Me Before You - Page 22/61

Her jaw was so rigid that a little muscle was visible just underneath her cheekbone. I wondered if she actually hated me then.

‘I want Will to want to live too,’ I said, finally.

‘We do understand that,’ Mr Traynor said. ‘And we do appreciate your determination. And discretion.’ I wondered whether that word was in relation to Will, or something else entirely, and then he stood up and I realized that it was my signal to leave. Georgina and her mother still sat on the sofa, saying nothing. I got the feeling there was going to be a whole lot more conversation once I was out of the room.

‘Right, then,’ I said. ‘I’ll draw you up the paperwork as soon as I’ve worked it all out in my head. It will be soon. We haven’t much … ’

Mr Traynor patted my shoulder.

‘I know. Just let us know what you come up with,’ he said.

Treena was blowing on her hands, her feet moving involuntarily up and down, as if marching on the spot. She was wearing my dark-green beret, which, annoyingly, looked much better on her than it did on me. She leant over and pointed at the list she had just pulled from her pocket, and handed it to me.

‘You’re probably going to have to scratch number three, or at least put that off until it gets warmer.’

I checked the list. ‘Quadriplegic basketball? I’m not even sure if he likes basketball.’

‘That’s not the point. Bloody hell, it’s cold up here.’ She pulled the beret lower over her ears. ‘The point is, it will give him a chance to see what’s possible. He can see that there are other people just as badly off as him who are doing sports and things.’

‘I’m not sure. He can’t even lift a cup. I think these people must be paraplegic. I can’t see that you could throw a ball without the use of your arms.’

‘You’re missing the point. He doesn’t have to actually do anything, but it’s about widening his horizons, right? We’re letting him see what other handicapped people are doing.’

‘If you say so.’

A low murmur rose in the crowd. The runners had been sighted, some distance away. If I went on to tiptoes, I could just make them out, probably two miles away, down in the valley, a small block of bobbing white dots forcing their way through the cold along a damp, grey road. I glanced at my watch. We had been standing here on the brow of the aptly named Windy Hill for almost forty minutes, and I could no longer feel my feet.

‘I’ve looked up what’s local and, if you didn’t want to drive too far, there’s a match at the sports centre in a couple of weeks. He could even have a bet on the result.’

‘Betting?’

‘That way he could get a bit involved without even having to play. Oh look, there they are. How long do you think they’ll take to get to us?’

We stood by the finish. Above our heads a tarpaulin banner announcing the ‘Spring Triathlon Finish Line’ flapped wanly in the stiff breeze.

‘Dunno. Twenty minutes? Longer? I’ve got an emergency Mars Bar if you want to share.’ I reached into my pocket. It was impossible to stop the list flapping with only one hand. ‘So what else did you come up with?’

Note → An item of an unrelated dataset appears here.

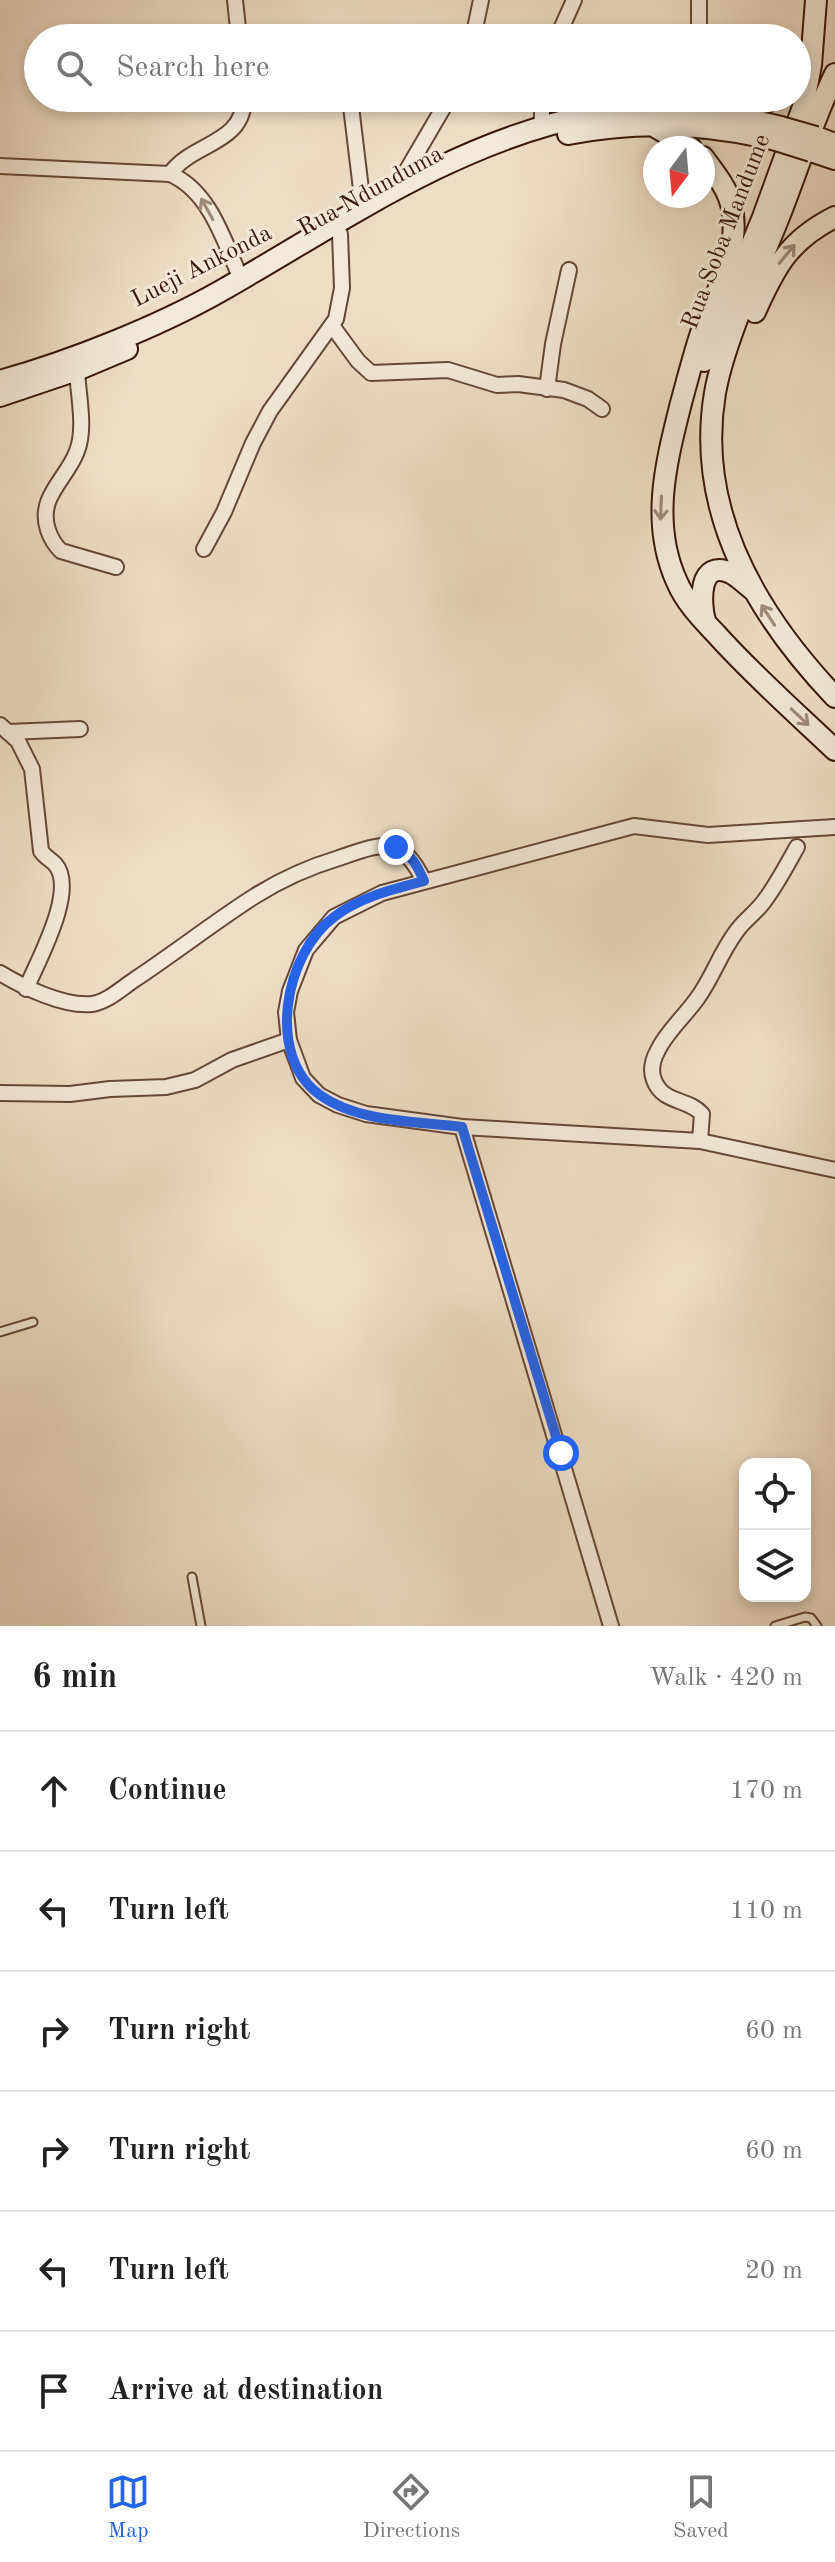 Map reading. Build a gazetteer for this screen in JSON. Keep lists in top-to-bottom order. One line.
{"streets":{"main road":["Rua Ndunduma","Rua Soba Mandume","Lueji Ankonda"]},"crossings":[["Rua Ndunduma","Lueji Ankonda"]],"north":"bottom","page":{"search":"Search here","heading":["6 min","Walk · 420 m"],"list":[["Continue","170 m"],["Turn left","110 m"],["Turn right","60 m"],["Turn right","60 m"],["Turn left","20 m"],"Arrive at destination"],"nav":["Map","Directions","Saved"]}}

‘You said you wanted to go further afield, right?’ She pointed at my fingers. ‘You’ve given yourself the bigger bit.’

‘Take this bit then. I think the family think I’m free-loading.’

‘What, because you want to take him on a few crummy days out? Jesus. They should be grateful someone’s making the effort. It’s not like they are.’

Treena took the other piece of Mars Bar. ‘Anyway. Number five, I think it is. There’s a computer course that he could do. They put a thing on their head with, like, a stick on it, and they nod their head to touch the keyboard. There are loads of quadriplegic groups online. He could make lots of new friends that way. It would mean he doesn’t always have to actually leave the house. I even spoke to a couple on the chatrooms. They seemed nice. Quite –’ she shrugged ‘– normal.’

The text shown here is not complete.